| Assignment |
Below are the records. State how many of their lines hold the word "this", and add nothing else.

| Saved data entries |
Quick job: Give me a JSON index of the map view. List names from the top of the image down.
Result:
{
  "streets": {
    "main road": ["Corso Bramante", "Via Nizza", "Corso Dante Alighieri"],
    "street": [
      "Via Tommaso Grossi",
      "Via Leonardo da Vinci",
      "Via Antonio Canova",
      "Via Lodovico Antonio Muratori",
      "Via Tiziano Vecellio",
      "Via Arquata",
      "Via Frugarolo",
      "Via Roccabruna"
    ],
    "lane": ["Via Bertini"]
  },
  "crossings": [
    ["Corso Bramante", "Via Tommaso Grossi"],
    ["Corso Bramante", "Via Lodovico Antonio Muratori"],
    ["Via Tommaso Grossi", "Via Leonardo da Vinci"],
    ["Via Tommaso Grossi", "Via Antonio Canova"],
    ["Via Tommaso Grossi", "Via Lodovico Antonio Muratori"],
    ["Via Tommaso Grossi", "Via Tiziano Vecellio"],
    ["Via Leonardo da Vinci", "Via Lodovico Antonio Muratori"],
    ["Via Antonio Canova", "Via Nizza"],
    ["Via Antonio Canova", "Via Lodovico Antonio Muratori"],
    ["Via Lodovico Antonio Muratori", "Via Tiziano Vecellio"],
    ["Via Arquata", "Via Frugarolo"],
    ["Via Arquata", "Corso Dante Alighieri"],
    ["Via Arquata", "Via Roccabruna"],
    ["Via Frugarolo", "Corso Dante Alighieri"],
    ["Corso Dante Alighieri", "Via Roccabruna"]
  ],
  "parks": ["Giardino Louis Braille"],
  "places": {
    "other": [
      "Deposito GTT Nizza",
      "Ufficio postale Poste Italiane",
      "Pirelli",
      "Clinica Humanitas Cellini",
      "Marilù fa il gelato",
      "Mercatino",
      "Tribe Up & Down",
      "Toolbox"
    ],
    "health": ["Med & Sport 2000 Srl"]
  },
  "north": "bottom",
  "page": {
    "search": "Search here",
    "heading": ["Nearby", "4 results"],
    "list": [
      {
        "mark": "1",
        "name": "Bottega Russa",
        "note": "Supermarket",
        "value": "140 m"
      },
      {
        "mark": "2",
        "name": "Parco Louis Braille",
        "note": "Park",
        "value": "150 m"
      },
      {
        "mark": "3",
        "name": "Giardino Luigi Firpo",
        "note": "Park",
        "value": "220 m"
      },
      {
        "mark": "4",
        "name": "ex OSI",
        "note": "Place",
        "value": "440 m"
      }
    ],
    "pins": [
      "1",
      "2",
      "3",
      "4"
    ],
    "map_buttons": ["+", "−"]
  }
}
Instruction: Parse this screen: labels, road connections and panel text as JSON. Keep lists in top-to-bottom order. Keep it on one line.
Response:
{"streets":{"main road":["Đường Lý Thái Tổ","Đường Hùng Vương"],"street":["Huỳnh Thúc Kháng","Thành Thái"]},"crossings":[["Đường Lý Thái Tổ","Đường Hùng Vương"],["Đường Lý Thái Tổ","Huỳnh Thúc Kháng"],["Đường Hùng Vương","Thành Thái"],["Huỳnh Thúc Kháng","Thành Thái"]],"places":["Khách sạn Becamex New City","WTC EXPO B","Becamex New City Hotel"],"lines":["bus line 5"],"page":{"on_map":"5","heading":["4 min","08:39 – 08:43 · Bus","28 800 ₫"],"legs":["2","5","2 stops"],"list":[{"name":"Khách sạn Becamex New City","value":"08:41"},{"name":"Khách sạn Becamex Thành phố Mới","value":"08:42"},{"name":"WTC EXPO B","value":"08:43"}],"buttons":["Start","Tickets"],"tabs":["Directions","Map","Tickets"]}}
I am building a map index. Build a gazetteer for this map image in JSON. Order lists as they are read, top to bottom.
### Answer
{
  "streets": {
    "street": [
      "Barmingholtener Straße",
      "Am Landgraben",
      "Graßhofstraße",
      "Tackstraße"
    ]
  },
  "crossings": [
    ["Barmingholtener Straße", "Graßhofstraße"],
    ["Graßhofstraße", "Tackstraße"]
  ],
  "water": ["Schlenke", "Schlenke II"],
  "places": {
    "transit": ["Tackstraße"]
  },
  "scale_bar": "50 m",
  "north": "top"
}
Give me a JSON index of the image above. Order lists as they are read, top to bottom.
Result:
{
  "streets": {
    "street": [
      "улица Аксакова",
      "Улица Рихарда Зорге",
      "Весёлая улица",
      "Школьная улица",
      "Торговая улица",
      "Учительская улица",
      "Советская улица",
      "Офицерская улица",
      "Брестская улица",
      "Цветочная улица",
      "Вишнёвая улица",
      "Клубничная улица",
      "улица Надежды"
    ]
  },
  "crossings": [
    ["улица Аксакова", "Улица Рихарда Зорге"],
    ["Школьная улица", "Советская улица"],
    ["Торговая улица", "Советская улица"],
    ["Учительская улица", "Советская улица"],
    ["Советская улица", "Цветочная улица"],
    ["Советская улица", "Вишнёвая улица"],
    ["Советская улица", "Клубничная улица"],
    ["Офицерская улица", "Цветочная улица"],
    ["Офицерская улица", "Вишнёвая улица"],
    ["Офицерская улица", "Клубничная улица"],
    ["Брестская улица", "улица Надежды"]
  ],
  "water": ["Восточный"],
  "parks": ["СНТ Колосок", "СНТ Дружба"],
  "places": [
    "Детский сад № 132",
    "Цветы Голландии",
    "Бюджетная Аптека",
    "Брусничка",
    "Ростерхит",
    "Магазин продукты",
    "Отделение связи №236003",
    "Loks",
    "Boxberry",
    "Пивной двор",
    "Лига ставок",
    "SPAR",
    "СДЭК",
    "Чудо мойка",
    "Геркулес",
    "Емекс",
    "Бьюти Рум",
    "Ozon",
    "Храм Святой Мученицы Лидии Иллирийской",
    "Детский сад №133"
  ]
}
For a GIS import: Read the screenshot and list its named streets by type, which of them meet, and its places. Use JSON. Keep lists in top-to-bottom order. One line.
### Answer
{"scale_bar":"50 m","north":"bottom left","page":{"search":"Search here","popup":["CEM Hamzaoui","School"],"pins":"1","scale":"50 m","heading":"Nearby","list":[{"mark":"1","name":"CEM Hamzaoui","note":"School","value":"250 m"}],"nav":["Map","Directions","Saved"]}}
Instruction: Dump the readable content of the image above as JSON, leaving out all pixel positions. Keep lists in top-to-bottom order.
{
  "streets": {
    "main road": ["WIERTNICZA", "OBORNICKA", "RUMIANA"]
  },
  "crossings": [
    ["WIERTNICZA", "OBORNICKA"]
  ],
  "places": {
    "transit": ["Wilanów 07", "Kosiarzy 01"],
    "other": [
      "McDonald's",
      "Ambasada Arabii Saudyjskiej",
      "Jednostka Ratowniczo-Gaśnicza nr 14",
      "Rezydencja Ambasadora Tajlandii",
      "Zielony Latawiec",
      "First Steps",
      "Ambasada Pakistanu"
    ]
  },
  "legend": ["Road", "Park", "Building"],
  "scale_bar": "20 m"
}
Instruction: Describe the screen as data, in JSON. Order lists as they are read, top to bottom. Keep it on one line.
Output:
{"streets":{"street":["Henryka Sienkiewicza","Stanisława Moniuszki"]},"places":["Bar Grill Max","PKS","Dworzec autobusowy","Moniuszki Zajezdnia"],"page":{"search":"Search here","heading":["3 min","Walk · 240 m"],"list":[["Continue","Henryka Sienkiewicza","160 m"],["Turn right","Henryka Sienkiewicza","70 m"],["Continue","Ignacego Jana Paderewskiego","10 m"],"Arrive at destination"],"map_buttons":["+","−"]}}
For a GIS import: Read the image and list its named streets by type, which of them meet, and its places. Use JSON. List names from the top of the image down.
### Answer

| Reply |
2